In a recent edition of Scientific American, Dec, 2018, there is an article on “how to fix science.” An important component of that article, which follows up on the work of Adam Frank and others, is the idea that knowledge in the broadest sense must be public. Descriptions of reality that are un-communicated and therefore untested by those outside the scientific community can hardly be taken seriously as knowledge. The scientific method, which demands results that can be reproduced by more than one investigator, must be expanded to include communicating to and testing those results with those outside the guild. Scientific American itself is part of this process as its authors seek to explain current scientific knowledge to the general public. 

But it is only part, and that is what the article recognized. The real test of scientific knowledge isn’t that it can be communicated by professionals for comprehension by amateurs. The real test is that it can be communicated to those entirely outside the guild and its methodologies and tested against the human experience of nature unshaped by scientific ways of knowing. Only then is there a pragmatic political result for the good. A scientific claim to know something that cannot be known publicly, however grounded in one’s well tested methodologies, is simply esotericism.

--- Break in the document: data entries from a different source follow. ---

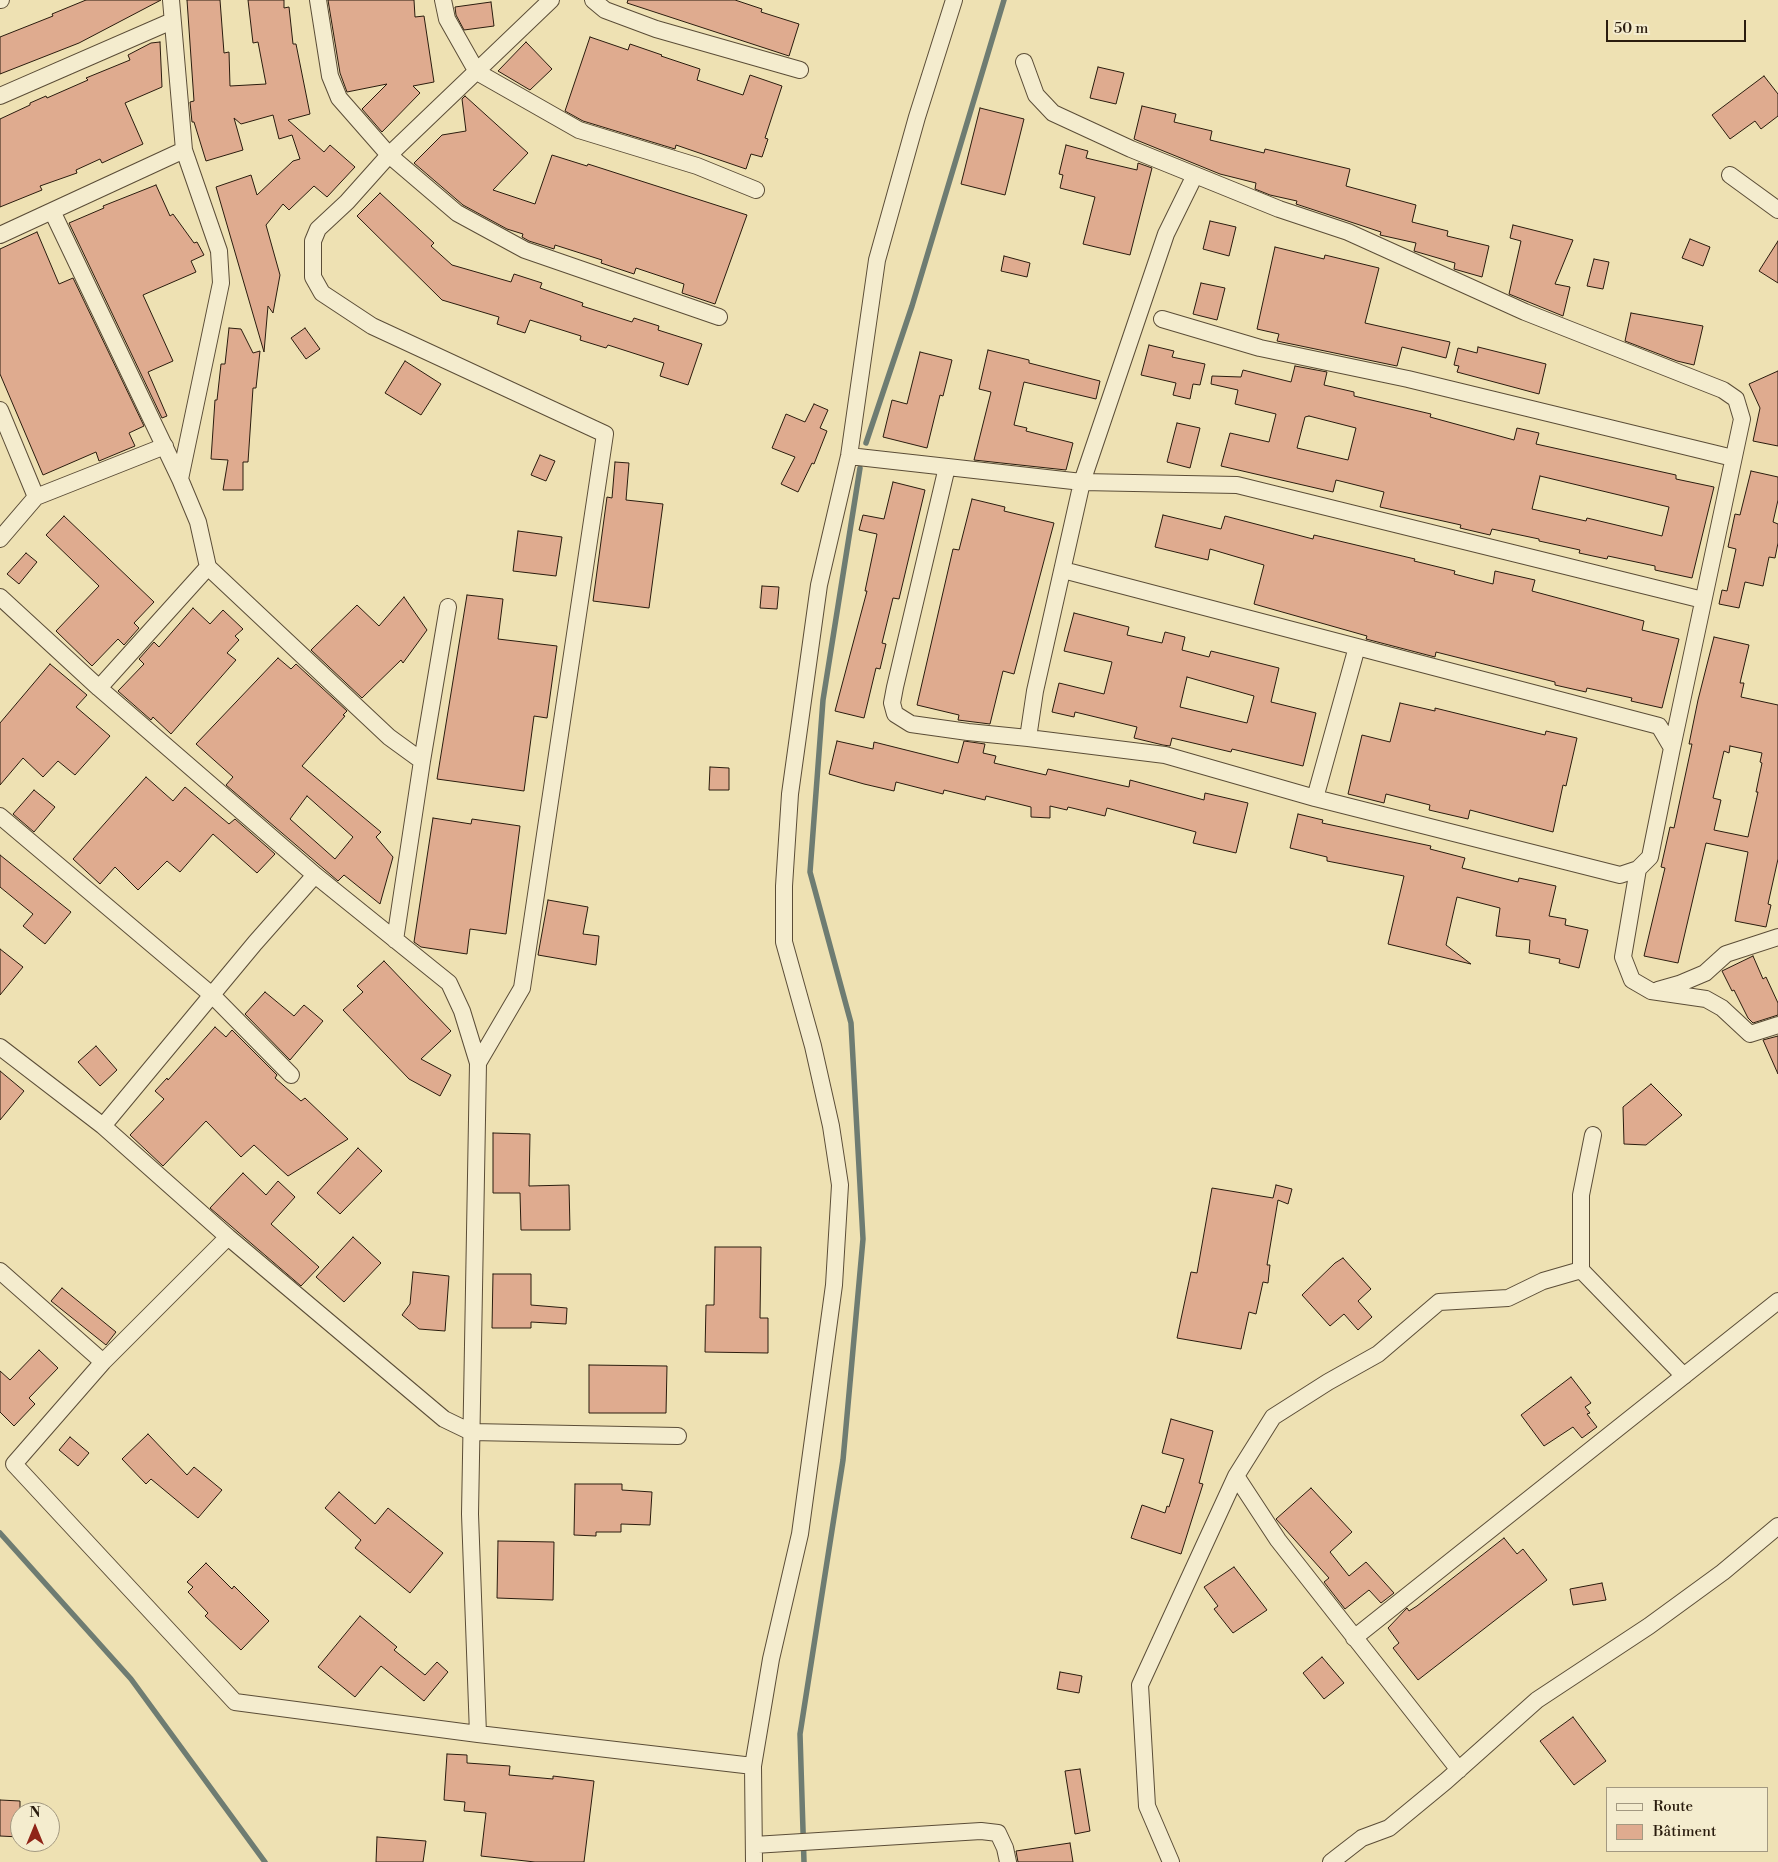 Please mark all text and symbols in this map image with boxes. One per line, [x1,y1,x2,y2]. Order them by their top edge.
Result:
scale bar [1608,10,1748,42]
text: 50 m [1614,19,1648,38]
legend [1606,1787,1768,1852]
text: Route [1653,1797,1693,1816]
north arrow [10,1802,60,1852]
text: N [29,1804,41,1822]
text: Bâtiment [1653,1822,1716,1841] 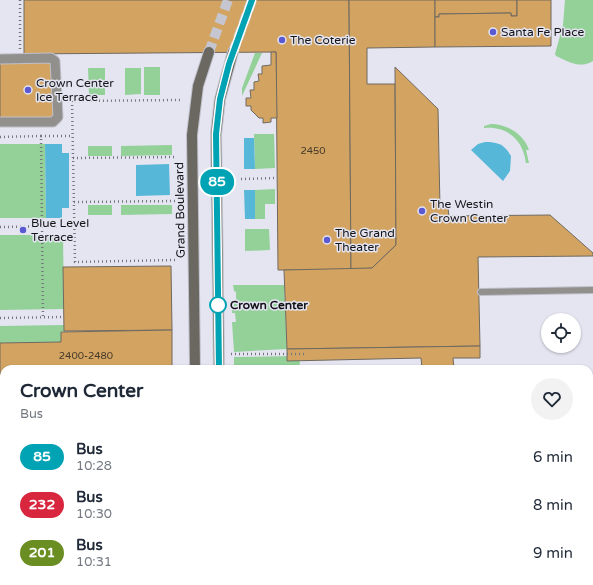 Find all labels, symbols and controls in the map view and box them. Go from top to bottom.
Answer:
place label: Santa Fe Place [501,25,585,39]
marker: Santa Fe Place [488,27,498,37]
place label: The Coterie [290,33,356,47]
marker: The Coterie [277,35,287,45]
place label: Crown Center Ice Terrace [36,76,114,104]
marker: Crown Center Ice Terrace [23,85,33,95]
house number: 2450 [300,145,326,157]
street label: Grand Boulevard [172,162,188,258]
line badge: 85 [199,169,235,195]
text: 85 [208,173,226,190]
place label: The Westin Crown Center [430,197,508,225]
marker: The Westin Crown Center [417,206,427,216]
place label: Blue Level Terrace [31,216,89,244]
marker: Blue Level Terrace [18,225,28,235]
place label: The Grand Theater [335,226,395,254]
marker: The Grand Theater [322,235,332,245]
marker: Crown Center [209,296,227,314]
place label: Crown Center [230,298,308,312]
map controls [541,313,581,353]
button: locate [541,313,581,353]
house number: 2400-2480 [59,350,113,362]
button: heart [531,378,573,420]
text: Crown Center [20,380,143,402]
text: Bus [20,406,43,422]
text: Bus [76,440,103,458]
text: 85 [33,448,51,465]
text: 6 min [533,448,573,466]
text: 10:28 [76,458,112,474]
text: Bus [76,488,103,506]
text: 232 [29,496,55,513]
text: 8 min [533,496,573,514]
text: 10:30 [76,506,112,522]
text: Bus [76,536,103,554]
text: 201 [29,544,55,561]
text: 9 min [533,544,573,562]
text: 10:31 [76,554,112,570] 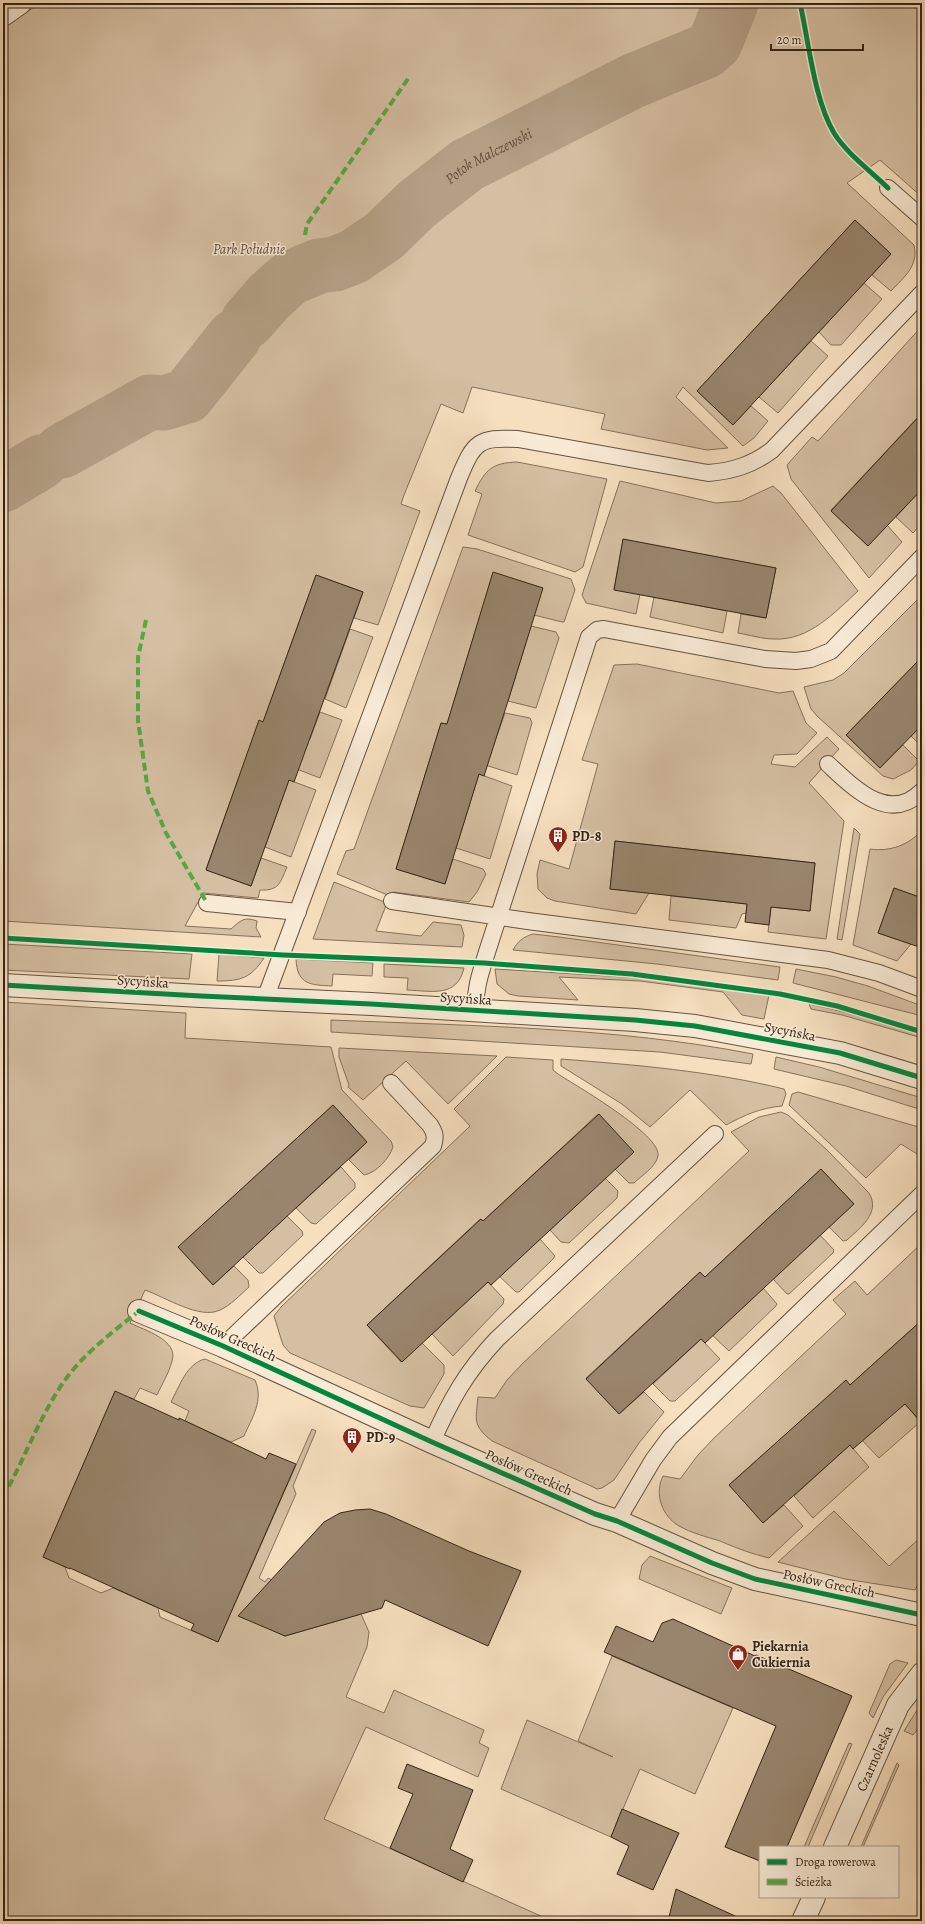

In many fields of knowing this idea that knowledge of reality is public is profoundly unsettling to   communities that have taken for granted a cultural consensus around their core beliefs and practices. In the academic realm whole careers have been dedicated to mastery of a field of study confirmed by the guild of fellow researchers. To have an academic title and position in the modern university is essentially a claim to know things that the public doesn’t know and cannot know without reproducing the skills learned within the guild, whether it be the guild of natural science and its sub disciplines, or the guild of the arts, or humanities, or the social sciences. Or Christian theology.

Christian theologians, like all of those engaged in the academic disciplines, typically pursue knowledge of the Christian faith in a framework dictated by the traditions of their guild for use in a wider Christian community that accepts that framework as both normative and authoritative. And if that is the limit of their knowing then I fear they don't know anything. There has been a breakdown in the process of communicating theological knowledge to the public and then testing it with what the public knows. 

Indeed there is more than a breakdown. In some theological circles there appears a denial that theological knowing need be public knowing at all. In the previous blog I critiqued David Watson's apparent ignoring of natural revelation. Yet he does take up the possibility that God is speaking in a variety of ways, so long as "God's speaking is tested against what God has spoken in the past - and spoken through authoritative interpretation." And where is access to that authority for Watson?  It is only through the Church which "interprets Scripture in dialogue with the church through the ages."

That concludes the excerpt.